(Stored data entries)
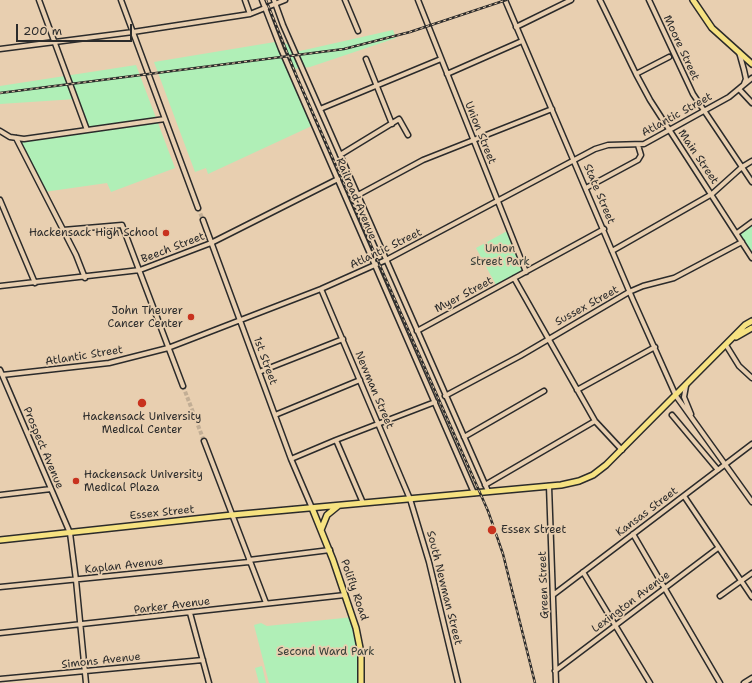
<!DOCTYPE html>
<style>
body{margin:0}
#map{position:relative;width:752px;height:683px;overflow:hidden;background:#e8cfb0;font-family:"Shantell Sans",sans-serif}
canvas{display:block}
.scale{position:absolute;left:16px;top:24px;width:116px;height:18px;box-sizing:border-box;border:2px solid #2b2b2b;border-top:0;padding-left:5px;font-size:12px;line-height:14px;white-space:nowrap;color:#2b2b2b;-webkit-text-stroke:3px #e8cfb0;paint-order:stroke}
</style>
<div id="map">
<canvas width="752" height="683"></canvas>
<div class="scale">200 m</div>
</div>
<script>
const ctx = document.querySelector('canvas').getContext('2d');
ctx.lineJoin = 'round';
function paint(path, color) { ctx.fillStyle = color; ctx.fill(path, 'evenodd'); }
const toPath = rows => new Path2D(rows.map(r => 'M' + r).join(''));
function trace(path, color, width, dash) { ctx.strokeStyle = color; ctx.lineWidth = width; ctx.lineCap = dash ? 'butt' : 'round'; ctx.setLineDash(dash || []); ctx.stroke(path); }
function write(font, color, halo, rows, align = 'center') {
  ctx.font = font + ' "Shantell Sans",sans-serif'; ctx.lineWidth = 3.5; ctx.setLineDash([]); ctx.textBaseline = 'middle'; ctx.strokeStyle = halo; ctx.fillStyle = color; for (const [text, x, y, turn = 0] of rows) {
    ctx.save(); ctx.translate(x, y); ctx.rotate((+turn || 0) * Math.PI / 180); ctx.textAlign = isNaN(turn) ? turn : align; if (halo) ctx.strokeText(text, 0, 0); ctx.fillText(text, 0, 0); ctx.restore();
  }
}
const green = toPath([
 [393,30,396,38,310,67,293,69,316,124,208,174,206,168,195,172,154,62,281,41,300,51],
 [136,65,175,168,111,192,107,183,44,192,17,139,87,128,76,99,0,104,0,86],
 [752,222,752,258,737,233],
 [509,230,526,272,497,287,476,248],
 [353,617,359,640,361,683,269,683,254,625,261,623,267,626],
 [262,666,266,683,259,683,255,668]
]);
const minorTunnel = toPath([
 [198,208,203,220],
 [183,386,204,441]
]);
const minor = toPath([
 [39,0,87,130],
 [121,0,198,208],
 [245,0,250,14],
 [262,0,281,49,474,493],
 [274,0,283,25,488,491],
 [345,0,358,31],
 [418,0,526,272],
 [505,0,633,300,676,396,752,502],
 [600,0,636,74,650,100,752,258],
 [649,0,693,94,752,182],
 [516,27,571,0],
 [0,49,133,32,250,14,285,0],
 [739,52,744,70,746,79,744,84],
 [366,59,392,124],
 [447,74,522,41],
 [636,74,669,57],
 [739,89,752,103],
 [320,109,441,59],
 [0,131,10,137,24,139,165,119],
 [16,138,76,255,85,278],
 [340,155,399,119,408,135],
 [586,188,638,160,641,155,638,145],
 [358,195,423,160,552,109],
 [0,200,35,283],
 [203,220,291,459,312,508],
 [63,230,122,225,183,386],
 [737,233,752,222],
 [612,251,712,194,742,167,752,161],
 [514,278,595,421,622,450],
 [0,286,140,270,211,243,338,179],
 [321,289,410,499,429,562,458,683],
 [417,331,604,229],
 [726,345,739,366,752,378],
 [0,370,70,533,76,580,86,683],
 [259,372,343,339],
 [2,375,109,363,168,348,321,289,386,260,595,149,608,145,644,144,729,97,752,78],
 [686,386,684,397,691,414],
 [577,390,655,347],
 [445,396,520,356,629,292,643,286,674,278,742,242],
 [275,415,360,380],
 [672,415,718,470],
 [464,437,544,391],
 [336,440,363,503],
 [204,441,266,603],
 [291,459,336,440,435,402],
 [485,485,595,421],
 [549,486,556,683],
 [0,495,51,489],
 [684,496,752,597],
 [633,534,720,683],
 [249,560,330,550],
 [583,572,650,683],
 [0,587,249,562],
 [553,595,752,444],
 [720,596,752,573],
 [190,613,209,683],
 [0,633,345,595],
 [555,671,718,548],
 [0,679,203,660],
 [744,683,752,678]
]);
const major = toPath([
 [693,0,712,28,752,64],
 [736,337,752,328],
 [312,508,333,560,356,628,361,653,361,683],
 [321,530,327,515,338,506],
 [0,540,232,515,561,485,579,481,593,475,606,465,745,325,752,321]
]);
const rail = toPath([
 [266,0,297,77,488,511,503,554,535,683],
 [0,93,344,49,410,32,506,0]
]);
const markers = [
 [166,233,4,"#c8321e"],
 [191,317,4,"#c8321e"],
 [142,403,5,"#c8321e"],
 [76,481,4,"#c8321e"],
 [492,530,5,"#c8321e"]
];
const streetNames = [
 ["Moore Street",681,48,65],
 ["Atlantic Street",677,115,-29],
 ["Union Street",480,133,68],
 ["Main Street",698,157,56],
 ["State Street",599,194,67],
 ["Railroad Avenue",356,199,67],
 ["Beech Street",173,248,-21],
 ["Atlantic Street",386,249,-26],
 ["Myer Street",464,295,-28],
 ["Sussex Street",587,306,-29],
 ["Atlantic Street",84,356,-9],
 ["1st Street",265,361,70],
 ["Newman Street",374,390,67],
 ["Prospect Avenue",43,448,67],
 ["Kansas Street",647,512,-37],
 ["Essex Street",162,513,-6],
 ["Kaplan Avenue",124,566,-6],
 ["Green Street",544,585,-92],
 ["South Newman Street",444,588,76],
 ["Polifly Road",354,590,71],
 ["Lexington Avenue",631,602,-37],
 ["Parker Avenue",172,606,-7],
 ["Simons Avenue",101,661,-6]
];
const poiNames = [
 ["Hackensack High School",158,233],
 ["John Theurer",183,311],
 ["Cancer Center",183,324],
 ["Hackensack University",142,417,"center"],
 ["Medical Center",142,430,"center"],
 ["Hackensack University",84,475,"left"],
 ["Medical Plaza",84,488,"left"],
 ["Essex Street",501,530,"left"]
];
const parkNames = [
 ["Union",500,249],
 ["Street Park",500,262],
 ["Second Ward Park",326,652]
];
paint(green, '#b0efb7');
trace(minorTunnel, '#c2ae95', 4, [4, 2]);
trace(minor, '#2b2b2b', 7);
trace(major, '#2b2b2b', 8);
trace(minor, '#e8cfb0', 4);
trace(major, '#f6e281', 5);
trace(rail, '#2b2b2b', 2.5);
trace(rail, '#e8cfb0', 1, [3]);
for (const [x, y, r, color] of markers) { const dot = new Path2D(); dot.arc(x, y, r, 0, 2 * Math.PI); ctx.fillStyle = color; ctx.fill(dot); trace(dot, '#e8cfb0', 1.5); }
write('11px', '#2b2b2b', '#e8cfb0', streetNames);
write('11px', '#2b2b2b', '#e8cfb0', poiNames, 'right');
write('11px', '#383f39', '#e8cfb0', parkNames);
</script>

◆ **What you should do**: When the word "scale" occurs in a line above, list that line.

◆ **Solution to this problem**:
.scale{position:absolute;left:16px;top:24px;width:116px;height:18px;box-sizing:border-box;border:2px solid #2b2b2b;border-top:0;padding-left:5px;font-size:12px;line-height:14px;white-space:nowrap;color:#2b2b2b;-webkit-text-stroke:3px #e8cfb0;paint-order:stroke}
<div class="scale">200 m</div>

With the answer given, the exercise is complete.